É bastante diferente dos seus trabalhos até então...

Não, é preciso não confundir o Carlos Lyra compositor com o Carlos Lyra bossa nova. O bossa nova é apenas uma faceta do compositor. Eu também faço outro tipo de música, até umas coisas eruditas, um prelúdio para piano meio chopiniano, musiquei Machado de Assis e Castro Alves, que é completamente diferente daquilo que a gente está acostumado a ouvir como bossa nova. Chega o João Gilberto, um sambinha bossa nova, e todo mudo acha que bossa nova é batidinha de samba. Não é não, bossa nova tem baião, tem modinha, tem o diabo a quatro. Então ou bossa nova é tudo que eu fiz, inclusive a música do Padre e a Moça, ou então bossa nova é um sambinha, Lobo Bobo, Você e eu, e o resto é o compositor Carlos Lyra em outras facetas.

Além de ser distante da música popular, até por contar com o Guerra-Peixe, a música tem um aspecto religioso...

Tinha isso, porque tinha a coisa das beatas. O próprio tema do filme, do poema do Drumond, tinha um padre... Então eu cometi coisas incríveis. Eu peguei até um tema de que aparece nas missas, Dias Irae... (Lyra canta um dos temas do filme), e eu botei isso como parte da música. Eu inseri aquele troço na minha composição e inseri ali. E outra coisa que eu também botei, era uma música que se tocava muito na França, em casamentos (Canta). Tinha até uma letra em latim que eu aprendi no colégio Santo Inácio. Então, essa música eu inseri ali também, que era uma música religiosa que se cantava muito em latim, na França, mas no Brasil cantava-se pouco. Mas eu aprendi isso no Santo Inácio. Inseri esta melodia, pra mim está trabalhada e posta, junto com Dias Irae. A música ganhou prêmio de ‘65 e ‘66, juntaram toda a premiação naquela época.

E como foi a gravação das vozes das beatas?

A gente soltou o mulherio, o coro, no estúdio, e saiu cantando qualquer coisa. Deixava vagar e soltar a voz. Joaquim ficou horrorizado, mas depois ele disse: "achei legal isso, mas eu não tive coragem, você é muito audacioso" Foi aí que ele me cobriu de elogios. E eu sempre gostei de criar música de filme. A minha orquestração para o filme Gimba, de Flávio Rangel eram seis pares de tamanco, uma gaita e um violão. Inspirado naqueles filmes do Kurosawa, aqueles sons que você não sabia de onde vinha. Eu falei "eu quero fazer assim, mas com seis pares". Então seis pares vinham, você não sabia de onde vinha aquele som estranho. Essa coisas, eu gosto de mexer, fazendo música pra filme, brincar com isso.
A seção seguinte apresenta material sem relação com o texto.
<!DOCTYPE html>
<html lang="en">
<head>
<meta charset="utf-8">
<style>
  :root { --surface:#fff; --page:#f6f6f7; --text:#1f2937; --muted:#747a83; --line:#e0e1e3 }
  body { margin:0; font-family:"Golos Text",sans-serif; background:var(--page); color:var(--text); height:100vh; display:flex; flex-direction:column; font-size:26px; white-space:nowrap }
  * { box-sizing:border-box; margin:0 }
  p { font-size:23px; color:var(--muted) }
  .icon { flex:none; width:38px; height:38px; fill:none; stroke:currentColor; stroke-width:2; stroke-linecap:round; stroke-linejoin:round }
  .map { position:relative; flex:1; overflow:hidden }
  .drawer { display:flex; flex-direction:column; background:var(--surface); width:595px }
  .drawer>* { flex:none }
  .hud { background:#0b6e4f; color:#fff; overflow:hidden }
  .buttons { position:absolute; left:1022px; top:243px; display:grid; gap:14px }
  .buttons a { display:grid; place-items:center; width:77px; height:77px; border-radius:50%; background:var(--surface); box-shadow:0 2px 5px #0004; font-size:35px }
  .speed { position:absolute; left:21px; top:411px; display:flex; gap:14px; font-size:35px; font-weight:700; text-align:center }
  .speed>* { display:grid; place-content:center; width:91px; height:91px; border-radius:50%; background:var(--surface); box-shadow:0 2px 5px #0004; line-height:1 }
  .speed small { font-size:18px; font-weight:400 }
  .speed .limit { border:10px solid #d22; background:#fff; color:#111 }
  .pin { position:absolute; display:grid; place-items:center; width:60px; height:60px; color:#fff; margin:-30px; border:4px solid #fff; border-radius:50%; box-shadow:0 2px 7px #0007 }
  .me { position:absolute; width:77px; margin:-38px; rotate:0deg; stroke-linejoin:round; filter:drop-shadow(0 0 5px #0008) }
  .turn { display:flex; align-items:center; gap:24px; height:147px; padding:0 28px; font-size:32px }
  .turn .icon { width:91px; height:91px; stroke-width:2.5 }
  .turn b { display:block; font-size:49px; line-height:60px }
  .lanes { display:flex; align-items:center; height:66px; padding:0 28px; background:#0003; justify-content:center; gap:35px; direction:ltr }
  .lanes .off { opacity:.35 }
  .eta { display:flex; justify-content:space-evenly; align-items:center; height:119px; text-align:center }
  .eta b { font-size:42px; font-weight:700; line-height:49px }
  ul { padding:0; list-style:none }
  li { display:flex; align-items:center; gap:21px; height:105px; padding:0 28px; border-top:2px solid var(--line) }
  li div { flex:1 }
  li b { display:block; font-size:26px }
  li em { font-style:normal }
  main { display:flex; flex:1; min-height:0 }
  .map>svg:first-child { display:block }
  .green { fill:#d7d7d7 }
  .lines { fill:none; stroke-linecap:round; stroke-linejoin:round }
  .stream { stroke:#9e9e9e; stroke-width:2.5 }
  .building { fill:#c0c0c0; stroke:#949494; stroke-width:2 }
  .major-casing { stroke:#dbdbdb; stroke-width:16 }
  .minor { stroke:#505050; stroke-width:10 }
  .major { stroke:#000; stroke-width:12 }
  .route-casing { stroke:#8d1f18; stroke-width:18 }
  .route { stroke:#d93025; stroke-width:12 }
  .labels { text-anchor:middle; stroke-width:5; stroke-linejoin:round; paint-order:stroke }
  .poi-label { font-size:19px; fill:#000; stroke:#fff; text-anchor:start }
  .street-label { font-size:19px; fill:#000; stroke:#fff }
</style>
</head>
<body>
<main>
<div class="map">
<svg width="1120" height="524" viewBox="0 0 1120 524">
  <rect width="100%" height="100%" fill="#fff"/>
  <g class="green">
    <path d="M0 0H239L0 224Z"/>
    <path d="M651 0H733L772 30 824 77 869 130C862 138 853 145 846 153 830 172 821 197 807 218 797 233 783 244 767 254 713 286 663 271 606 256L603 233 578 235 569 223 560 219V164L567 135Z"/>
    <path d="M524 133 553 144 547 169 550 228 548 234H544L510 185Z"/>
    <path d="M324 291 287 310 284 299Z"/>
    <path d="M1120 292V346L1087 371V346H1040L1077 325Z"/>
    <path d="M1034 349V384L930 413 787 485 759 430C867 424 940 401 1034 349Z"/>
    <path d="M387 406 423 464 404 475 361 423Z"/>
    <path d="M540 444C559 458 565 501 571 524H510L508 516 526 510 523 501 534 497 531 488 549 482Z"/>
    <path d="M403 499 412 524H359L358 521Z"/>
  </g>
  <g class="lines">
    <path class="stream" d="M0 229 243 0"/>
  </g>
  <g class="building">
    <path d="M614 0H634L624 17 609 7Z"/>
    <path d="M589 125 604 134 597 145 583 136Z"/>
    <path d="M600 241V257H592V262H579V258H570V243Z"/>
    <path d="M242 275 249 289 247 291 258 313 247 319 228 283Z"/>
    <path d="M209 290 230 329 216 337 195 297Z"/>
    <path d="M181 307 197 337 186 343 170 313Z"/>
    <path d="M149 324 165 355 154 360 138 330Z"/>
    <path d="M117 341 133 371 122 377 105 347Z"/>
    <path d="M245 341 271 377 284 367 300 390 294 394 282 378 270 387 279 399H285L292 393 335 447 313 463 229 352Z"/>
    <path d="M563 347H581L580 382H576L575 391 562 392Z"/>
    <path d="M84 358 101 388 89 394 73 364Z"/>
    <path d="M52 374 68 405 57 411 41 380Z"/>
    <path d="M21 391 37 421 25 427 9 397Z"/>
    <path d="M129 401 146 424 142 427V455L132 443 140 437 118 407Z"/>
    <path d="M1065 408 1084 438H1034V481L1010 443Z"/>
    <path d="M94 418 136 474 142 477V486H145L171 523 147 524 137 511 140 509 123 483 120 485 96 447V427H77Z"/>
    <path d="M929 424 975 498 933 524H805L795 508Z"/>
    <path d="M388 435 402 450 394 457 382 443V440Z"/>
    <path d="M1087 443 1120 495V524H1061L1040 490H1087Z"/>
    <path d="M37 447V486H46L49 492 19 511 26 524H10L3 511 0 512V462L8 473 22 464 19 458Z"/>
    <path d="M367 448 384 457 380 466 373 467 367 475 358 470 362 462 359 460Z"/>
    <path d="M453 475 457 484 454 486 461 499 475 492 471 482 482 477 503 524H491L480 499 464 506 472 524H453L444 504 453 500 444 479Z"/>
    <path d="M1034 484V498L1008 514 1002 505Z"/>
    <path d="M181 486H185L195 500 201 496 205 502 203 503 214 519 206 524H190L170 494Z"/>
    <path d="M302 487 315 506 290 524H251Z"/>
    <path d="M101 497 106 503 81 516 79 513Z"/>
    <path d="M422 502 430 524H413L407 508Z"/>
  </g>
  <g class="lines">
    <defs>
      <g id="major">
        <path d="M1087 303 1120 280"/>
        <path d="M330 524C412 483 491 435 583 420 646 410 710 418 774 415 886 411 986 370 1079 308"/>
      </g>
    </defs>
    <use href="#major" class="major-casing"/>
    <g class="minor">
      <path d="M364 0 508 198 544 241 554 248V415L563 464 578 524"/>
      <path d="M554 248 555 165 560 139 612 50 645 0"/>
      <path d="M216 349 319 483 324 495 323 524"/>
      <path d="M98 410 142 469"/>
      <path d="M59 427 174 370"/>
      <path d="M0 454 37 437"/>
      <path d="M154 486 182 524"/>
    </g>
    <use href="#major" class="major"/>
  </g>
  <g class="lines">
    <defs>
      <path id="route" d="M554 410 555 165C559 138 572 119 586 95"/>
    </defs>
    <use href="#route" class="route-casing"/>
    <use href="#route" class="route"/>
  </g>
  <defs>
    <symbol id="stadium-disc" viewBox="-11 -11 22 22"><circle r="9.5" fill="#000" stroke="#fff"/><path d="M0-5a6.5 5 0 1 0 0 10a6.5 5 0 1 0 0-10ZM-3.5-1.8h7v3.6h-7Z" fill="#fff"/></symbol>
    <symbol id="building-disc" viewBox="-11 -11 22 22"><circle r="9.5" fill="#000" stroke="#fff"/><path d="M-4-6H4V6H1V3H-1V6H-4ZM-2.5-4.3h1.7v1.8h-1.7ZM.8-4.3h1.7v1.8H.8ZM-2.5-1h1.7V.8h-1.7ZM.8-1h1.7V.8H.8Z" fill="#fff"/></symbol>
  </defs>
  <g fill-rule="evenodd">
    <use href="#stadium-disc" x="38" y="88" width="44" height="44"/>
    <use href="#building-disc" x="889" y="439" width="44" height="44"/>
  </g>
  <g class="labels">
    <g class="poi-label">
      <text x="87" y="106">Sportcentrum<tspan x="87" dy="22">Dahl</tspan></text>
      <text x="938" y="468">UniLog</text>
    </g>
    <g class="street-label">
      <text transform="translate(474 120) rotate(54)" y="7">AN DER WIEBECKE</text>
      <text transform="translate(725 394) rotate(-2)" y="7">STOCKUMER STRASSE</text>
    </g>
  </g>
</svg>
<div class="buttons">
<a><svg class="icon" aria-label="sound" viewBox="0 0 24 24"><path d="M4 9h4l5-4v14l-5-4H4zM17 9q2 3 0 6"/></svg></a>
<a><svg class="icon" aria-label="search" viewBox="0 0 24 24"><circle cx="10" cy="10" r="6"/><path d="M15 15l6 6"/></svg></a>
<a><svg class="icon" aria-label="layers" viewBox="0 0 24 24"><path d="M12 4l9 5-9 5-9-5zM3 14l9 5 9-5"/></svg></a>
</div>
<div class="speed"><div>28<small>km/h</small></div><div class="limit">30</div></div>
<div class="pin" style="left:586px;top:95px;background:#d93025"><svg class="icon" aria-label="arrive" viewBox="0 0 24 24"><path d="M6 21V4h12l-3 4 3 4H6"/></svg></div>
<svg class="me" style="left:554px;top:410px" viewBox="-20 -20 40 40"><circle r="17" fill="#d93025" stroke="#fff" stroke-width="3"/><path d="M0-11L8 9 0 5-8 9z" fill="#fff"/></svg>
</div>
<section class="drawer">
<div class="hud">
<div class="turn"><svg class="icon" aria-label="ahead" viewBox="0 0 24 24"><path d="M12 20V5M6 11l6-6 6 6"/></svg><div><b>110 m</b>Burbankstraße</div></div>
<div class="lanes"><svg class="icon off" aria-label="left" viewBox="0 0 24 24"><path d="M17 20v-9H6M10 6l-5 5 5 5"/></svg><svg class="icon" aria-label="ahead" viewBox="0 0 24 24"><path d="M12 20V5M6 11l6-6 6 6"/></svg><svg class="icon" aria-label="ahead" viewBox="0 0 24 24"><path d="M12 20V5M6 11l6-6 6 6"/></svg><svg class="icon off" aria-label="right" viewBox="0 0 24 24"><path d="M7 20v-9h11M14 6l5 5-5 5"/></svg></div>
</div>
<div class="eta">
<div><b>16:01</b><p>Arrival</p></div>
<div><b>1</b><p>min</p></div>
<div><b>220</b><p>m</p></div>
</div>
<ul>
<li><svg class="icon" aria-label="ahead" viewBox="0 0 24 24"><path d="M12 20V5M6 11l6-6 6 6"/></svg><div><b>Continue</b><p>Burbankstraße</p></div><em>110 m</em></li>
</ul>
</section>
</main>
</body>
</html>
Você já conhecia o Guerra-Peixe?

Já, o Guerra Peixe era o meu orquestrador principal na Rádio Nacional, ele e o Radamés. Aliás, eu fui chamado, antes da Revolução, antes do Golpe, o Dias Gomes, que era o diretor artístico, me chamou pra ser o diretor musical da Rádio Nacional. E fui para lá trabalhar nesta rádio. O Dias Gomes dizia: "esse negocio da tevê não pegou, um horror, precisamos prestigiar a Rádio ainda...". Quem te viu, quem te vê. E a gente foi lá com a Rádio essa coisa boa, maravilhosa. E conseguimos fazer coisas boas na Rádio. Tudo que eu fazia o Guerra Peixe chegava e orquestrava pra mim, ele e o Radamés. Ele trabalhava muito comigo. Minhas músicas com orquestração desses dois. E o Guerra ficou muito meu amigo nessa época, ele fez um elogio para a minha música Aruanda, "Essa é a música mais importante do cancioneiro brasileiro popular, estrutura A-A-B-A, é assim, estrutura de sonata, você faz certo, certíssimo". Aquelas coisas dele, evidentemente que é só uma visão parcial dessa realidade, mas era muito engraçado ele falar essas coisas, esses depoimentos, que é muito gratificante para mim, né?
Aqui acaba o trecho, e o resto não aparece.